—¿Sería sangre de la víctima?
—No vi ni una víctima. No mató ningún animal ni ofreció frutos agradables a los dioses. Pregunté a su señor si deseaba esclavos para derramar su sangre en el altar. Cuando acabó de oír lo que yo preguntaba por boca del intérprete, vi que se había encolerizado. Dio como contestación que su Dios blanco sólo tomaba venganza terrible de aquellos hombres que asesinaban a inocentes; asesinar: ésta fue la palabra usada, como si hablara de un crimen.
—¿Sentías miedo mientras hablabas con él?
—Cuando me puse en camino, iba cantando para mí el himno de los destinados a morir. Después probé sus comidas y bebí de sus bebidas. Miré cómo hablaban y cómo trataban de comprender mis palabras a través de lo que repetía la muchacha llamada Malinalli que vino con ellos no sé de dónde. Sin embargo, me pareció que por mi cuerpo soplaba el aliento del demonio mismo cuando sus negros tubos escupieron llamas y sus poderosas bolas de piedra derribaron los árboles.
—¿Están unidos con sus ciervos sin cornamenta de la manera que se les ve en los dibujos?
—Oí el grito de esos seres; un grito como nunca había oído otro semejante; después los vi. Los monstruos están separados de los hombres. Hay machos y hembras. Los unos son blancos, otros rojizos; unos más claros y otros más oscuros. Vi a un macho que se quería abalanzar sobre una hembra. Se levantaba sobre las patas traseras, gritaba, pateaba, como poseído por los espíritus. El hombre llega a él, pasa una correa alrededor de su cuello, mete los talones en los costados y queda sentado de un salto encima del animal. Es en este momento cuando se realiza la misteriosa unión que tú has visto en los dibujos. El animal y el hombre quedan como fundidos; el cuadrúpedo se amansa, se vuelve dócil. Permanece quieto o echa a correr, va al paso, salta, se encabrita, todo conforme a la voluntad del guerrero.
—¿A cuántos se eleva su número?
—Escaso para un ejército; excesivo para una embajada.

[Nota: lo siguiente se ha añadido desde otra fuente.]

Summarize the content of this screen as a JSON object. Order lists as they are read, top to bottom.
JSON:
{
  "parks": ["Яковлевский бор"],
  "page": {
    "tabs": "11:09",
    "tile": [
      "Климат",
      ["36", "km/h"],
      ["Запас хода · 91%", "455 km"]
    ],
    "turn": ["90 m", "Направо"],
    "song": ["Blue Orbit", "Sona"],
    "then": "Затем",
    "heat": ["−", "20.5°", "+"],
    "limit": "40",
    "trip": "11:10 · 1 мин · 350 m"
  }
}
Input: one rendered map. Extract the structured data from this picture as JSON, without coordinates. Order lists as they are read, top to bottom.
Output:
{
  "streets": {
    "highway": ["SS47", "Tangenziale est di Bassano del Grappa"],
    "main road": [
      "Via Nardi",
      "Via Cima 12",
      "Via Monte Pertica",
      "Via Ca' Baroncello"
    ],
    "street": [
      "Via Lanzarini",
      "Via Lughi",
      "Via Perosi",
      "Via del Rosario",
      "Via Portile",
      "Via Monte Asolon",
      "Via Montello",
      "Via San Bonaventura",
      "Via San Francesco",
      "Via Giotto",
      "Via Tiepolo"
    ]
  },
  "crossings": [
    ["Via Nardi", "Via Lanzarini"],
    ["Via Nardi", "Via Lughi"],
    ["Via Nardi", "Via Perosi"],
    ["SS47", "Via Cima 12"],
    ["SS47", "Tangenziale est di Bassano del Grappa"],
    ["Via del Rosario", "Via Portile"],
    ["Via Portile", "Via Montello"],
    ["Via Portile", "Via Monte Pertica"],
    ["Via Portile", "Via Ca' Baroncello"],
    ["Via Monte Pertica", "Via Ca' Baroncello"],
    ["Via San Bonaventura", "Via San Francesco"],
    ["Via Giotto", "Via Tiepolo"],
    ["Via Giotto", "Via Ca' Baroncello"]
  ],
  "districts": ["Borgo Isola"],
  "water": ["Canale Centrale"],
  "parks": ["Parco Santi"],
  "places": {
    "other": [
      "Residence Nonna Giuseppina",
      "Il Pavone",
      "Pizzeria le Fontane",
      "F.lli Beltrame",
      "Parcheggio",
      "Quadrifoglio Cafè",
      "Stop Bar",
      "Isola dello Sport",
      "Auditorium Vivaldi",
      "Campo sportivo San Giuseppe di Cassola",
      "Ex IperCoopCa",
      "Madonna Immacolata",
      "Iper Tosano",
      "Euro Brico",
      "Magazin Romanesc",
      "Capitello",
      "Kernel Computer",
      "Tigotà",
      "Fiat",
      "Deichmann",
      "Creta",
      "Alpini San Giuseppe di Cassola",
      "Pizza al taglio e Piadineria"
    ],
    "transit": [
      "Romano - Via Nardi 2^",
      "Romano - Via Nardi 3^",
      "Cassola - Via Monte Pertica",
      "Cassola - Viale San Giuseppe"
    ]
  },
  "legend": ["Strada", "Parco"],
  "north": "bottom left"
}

El número de hombres será tal vez de unas cinco veces ciento; pero todos saben levantar sus armas a un mismo tiempo cuando oyen tocar los cuernos.
—Eres sabio, Teuhtitle. Has visto ya muchos ciclos… Dime, ¿son a tu parecer hombres o hijos de dioses?
—Alto señor…, yo pasé por su campamento. La tienda del jefe era pequeña y no vi por ningún lado un lugar como se encuentra en los lugares de la gente mejor…, tuve que aligerar el cuerpo… y hube de pasar por encima de suciedad e inmundicia. Señor: bien sabes tú que yo no ofendo en vano con estas palabras al Príncipe de la Limpieza, que tal eres tú; pero debo informarte que me dejaron pasar los centinelas, oí sus voces de alerta… Aproximéme a la pendiente de una colina llena de matorrales. Era el crepúsculo. Allí tuve que pararme, pues vi algo… como una mancha blanca que lucía… Era uno de aquellos hombres, que yo veía por primera vez sin sus arreos, sin su capa; estaba destapado… y no estaba solo…, con él estaba una esclava de aquellas que les habían entregado para sus sacrificios en Tabasco… A cada muchacha le pusieron un nombre, le mojaron la cabeza con agua y el jefe anunció a todos que se preparasen…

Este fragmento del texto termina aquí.